Heel weinig ruimte voor maatwerk
In zijn algemeenheid kent de NOW, mede door de snelle opzet en het moeten bereiken van een hele grote groep werkgevers, een generiek karakter. Daardoor is er heel weinig ruimte voor maatwerk, schrijft minister Koolmees.
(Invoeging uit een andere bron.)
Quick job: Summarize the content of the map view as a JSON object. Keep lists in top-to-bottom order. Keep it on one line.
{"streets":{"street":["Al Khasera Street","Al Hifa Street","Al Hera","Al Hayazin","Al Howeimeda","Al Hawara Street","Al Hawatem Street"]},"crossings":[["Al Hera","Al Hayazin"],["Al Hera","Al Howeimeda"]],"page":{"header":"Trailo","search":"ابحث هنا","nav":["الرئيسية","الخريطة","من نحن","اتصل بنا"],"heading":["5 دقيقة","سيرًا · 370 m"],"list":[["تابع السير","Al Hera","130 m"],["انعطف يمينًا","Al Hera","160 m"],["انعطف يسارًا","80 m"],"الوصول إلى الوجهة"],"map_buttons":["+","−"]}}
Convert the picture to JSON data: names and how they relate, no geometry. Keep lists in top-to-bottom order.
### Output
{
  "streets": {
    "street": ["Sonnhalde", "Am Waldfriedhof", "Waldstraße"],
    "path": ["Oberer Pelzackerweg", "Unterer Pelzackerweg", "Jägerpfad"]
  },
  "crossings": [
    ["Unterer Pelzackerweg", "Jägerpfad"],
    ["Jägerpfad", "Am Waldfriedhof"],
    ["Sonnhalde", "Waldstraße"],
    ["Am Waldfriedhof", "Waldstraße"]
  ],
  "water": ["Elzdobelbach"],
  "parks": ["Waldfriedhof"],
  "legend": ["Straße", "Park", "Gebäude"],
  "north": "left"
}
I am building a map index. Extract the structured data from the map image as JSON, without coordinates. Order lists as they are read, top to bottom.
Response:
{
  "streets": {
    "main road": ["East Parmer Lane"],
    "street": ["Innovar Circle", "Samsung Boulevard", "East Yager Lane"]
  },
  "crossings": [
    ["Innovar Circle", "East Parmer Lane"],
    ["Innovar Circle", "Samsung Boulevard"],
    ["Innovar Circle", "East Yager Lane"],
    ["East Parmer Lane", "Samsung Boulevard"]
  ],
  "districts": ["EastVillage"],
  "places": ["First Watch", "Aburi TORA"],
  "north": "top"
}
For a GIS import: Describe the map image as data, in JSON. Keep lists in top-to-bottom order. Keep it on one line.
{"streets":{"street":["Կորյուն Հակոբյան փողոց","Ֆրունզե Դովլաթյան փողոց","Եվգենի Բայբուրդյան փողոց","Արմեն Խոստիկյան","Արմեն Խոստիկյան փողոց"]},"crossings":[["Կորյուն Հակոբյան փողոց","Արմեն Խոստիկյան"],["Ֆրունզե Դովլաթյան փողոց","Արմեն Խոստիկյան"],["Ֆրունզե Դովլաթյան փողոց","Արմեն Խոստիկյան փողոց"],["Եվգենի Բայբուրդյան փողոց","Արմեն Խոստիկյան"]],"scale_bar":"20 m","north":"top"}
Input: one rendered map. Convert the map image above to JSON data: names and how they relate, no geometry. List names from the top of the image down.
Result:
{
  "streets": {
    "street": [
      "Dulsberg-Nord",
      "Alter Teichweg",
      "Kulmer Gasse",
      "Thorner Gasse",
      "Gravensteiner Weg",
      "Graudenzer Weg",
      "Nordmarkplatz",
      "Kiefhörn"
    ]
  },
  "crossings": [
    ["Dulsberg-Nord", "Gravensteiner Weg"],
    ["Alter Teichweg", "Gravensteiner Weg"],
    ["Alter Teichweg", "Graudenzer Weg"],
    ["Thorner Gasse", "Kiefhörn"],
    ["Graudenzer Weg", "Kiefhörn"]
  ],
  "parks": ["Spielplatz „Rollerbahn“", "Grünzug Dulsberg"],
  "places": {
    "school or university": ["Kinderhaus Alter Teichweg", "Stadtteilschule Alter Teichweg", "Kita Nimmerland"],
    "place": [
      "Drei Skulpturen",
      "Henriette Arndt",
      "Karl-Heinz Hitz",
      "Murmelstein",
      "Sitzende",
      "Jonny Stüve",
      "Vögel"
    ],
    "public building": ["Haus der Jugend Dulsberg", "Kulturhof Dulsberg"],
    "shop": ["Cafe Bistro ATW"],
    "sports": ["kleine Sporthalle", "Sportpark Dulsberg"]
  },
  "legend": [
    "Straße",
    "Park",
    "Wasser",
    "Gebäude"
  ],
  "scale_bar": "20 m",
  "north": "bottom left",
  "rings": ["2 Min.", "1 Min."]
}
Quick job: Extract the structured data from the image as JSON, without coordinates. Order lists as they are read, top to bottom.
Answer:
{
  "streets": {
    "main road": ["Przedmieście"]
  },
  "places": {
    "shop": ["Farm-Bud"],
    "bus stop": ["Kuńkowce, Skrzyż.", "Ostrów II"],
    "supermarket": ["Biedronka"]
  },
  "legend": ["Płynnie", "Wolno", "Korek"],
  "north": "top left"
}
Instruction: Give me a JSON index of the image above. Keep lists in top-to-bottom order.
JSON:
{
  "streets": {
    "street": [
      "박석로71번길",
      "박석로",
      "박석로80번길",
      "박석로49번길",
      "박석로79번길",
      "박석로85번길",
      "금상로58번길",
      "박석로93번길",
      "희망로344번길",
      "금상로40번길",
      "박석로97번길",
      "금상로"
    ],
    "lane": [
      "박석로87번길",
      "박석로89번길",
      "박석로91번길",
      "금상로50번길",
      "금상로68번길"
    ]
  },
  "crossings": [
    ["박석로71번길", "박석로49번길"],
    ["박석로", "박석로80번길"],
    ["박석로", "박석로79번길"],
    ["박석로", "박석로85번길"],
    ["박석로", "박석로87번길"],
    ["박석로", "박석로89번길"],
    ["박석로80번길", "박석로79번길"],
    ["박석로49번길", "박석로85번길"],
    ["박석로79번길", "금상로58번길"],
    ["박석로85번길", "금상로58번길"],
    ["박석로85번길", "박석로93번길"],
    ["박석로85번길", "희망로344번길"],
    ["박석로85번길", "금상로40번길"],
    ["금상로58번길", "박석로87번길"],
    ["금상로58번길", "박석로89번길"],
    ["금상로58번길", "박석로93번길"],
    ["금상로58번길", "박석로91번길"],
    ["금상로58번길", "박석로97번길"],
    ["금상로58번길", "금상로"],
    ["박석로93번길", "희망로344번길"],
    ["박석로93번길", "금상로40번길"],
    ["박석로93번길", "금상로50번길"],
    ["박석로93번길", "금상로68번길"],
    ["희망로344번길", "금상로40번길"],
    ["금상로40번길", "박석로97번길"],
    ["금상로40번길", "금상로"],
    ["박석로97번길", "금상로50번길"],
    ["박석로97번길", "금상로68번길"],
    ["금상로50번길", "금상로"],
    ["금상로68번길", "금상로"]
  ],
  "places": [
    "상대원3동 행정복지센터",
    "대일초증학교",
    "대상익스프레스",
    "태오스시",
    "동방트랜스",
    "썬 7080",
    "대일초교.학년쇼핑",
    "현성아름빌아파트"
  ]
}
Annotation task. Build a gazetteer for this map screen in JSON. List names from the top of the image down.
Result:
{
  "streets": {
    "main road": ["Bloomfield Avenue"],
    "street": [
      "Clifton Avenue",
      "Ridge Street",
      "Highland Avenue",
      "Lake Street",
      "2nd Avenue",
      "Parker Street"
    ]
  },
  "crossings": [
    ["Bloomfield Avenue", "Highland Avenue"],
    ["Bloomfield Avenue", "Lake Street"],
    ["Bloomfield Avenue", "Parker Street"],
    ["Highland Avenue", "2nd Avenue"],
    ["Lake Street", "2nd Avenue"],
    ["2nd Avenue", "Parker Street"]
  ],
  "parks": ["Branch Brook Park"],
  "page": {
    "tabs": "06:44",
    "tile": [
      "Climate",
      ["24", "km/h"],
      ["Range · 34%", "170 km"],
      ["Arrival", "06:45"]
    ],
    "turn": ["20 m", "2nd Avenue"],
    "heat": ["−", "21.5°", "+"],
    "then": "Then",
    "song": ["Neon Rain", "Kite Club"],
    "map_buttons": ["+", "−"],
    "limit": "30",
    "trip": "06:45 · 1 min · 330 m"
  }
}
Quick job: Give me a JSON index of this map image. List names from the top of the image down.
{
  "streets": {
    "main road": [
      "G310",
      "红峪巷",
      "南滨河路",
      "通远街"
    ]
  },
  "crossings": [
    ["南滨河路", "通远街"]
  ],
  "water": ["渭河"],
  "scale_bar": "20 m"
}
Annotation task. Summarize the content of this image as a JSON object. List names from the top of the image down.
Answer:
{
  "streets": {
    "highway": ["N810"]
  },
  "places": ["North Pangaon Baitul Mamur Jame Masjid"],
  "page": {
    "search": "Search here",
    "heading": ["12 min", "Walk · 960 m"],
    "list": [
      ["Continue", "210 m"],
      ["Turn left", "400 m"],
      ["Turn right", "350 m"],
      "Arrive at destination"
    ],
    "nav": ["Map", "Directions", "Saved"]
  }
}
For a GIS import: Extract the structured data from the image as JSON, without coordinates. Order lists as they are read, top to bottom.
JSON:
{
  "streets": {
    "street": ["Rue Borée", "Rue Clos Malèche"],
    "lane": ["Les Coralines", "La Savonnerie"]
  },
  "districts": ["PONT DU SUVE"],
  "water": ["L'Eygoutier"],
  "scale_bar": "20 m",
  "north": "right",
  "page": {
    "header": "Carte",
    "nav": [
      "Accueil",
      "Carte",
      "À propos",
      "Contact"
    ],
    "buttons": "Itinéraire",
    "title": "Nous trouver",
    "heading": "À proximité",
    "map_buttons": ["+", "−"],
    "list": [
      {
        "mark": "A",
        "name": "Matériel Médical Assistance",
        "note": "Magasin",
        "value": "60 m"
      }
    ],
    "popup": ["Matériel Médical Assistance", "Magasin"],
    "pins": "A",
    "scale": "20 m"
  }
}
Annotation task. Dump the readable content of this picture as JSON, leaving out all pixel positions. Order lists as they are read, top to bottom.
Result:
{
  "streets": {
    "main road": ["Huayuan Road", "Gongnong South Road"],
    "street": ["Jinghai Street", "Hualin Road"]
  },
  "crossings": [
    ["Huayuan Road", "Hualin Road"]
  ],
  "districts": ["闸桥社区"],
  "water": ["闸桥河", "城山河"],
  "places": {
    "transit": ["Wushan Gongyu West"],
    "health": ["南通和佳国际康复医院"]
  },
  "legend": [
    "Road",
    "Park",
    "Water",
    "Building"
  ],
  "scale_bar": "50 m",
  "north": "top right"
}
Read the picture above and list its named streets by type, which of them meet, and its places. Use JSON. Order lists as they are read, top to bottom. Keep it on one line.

Inmiddels hebben veel werkgevers gebruik gemaakt van de steun. Dit vraagt veel capaciteit van UWV en UVB, waar de druk al erg hoog is. De minister begrijpt dat een generieke regeling vragen naar uitzonderingsmogelijkheden met zich meebrengt. De uitvoeringsinstanties hebben echter geen capaciteit om dergelijke uitzonderingsgevallen te verwerken. Er is derhalve voor gekozen om geen hardheidsbeleid op te nemen in de regeling.
Glijdende schaal
Het is ook niet mogelijk om de door de Kamercommissie voorgestelde glijdende schaal in te bouwen in de NOW, meldt de minister. Het invoeren van een dergelijke glijdende schaal heeft grote uitvoeringsconsequenties. De systemen waarmee UWV nu de NOW-regeling uitvoert, zouden opnieuw moeten worden geprogrammeerd en getest. Dat leidt tot aanzienlijke vertraging in de openstelling van de loketten voor de overige tranches en subsidievaststelling. Subsidies die al op nihil zijn gesteld wegens een omzetverlies onder de 20% zouden opnieuw handmatig moeten worden beoordeeld. Dat brengt de continuïteit van de werkzaamheden van UWV in gevaar.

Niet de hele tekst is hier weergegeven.